Exercise —
Copy each line below in which the string "this" appears.

Excerpted data —
***
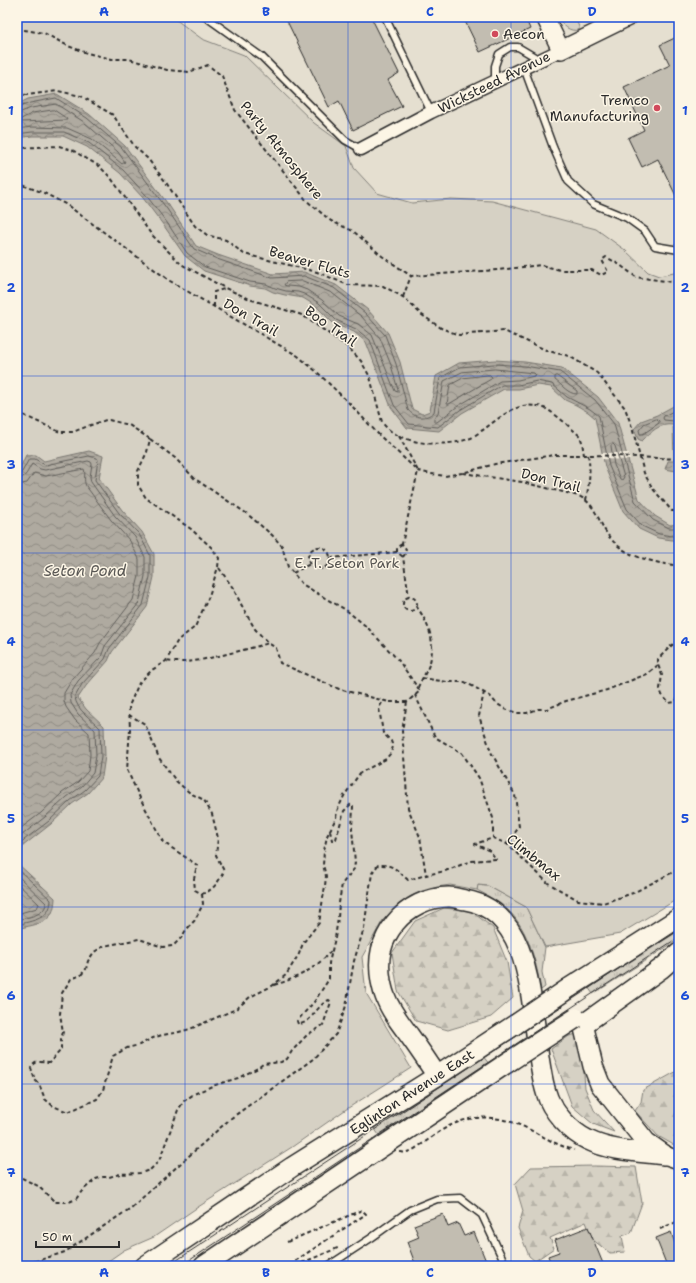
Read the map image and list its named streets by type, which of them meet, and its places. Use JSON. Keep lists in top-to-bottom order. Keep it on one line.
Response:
***
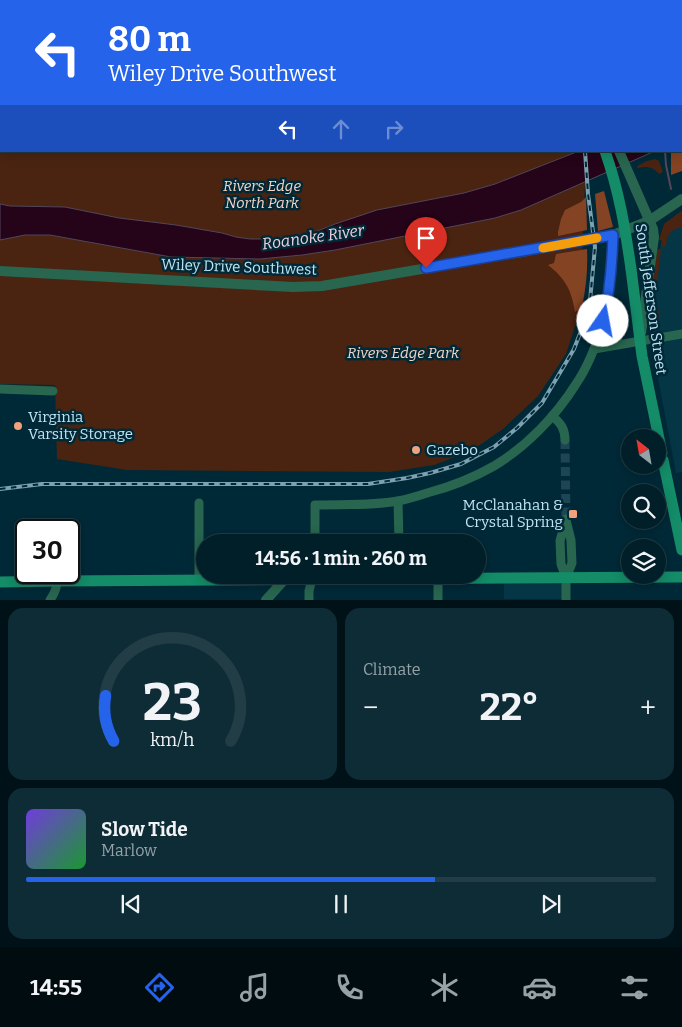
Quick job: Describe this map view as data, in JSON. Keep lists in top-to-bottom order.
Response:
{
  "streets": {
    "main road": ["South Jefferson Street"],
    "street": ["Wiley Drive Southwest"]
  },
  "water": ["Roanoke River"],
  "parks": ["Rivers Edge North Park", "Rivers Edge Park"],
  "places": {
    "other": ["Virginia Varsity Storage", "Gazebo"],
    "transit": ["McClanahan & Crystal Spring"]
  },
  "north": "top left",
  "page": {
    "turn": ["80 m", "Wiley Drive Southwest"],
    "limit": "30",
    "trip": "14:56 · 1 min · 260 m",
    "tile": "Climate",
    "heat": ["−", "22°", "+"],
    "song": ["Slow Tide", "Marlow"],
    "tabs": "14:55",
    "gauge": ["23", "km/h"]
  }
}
***
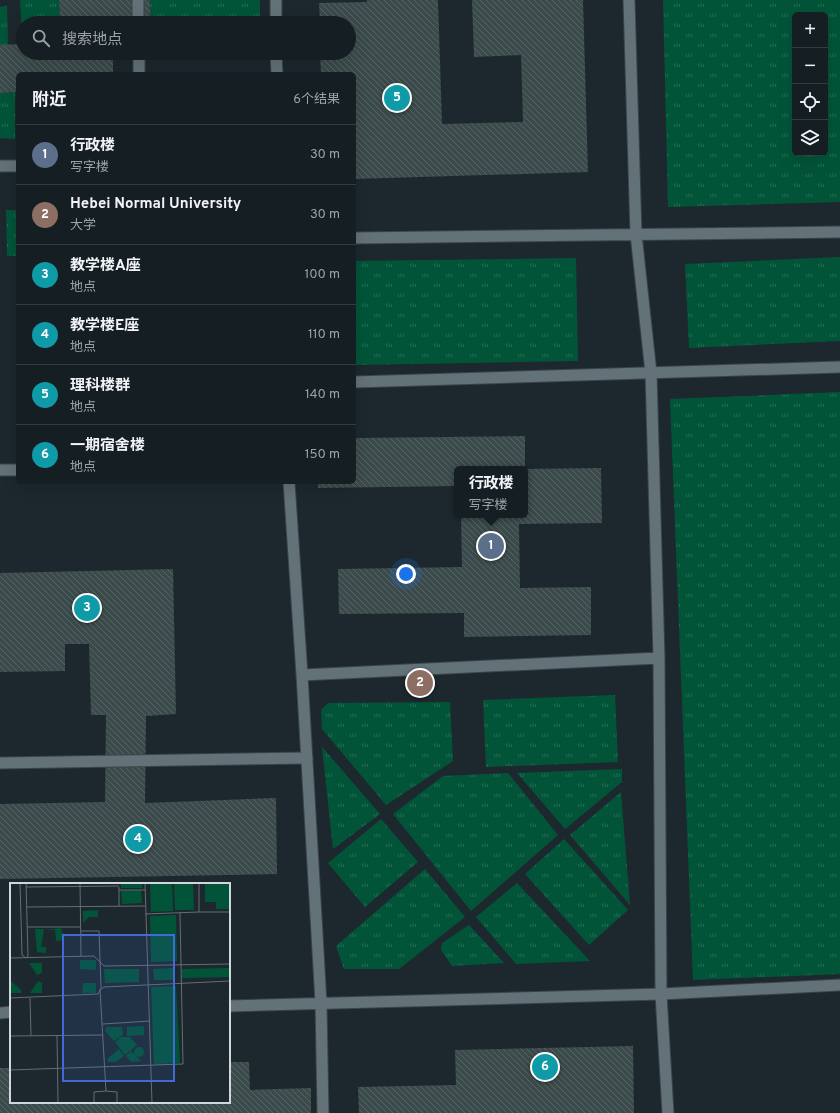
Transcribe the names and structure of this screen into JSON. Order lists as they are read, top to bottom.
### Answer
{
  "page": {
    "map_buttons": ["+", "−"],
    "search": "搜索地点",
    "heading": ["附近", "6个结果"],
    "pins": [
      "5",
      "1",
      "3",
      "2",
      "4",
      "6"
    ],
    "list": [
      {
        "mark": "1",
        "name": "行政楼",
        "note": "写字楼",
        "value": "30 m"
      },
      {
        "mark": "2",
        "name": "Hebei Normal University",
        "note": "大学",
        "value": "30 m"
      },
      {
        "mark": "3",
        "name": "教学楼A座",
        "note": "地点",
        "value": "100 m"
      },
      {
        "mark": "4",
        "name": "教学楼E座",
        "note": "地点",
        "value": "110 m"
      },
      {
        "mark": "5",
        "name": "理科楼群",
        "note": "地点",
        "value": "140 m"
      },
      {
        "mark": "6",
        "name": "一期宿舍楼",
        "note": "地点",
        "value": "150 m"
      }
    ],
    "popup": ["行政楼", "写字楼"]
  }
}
***
Final answer —
Quick job: Describe this map view as data, in JSON. Keep lists in top-to-bottom order.
Transcribe the names and structure of this screen into JSON. Order lists as they are read, top to bottom.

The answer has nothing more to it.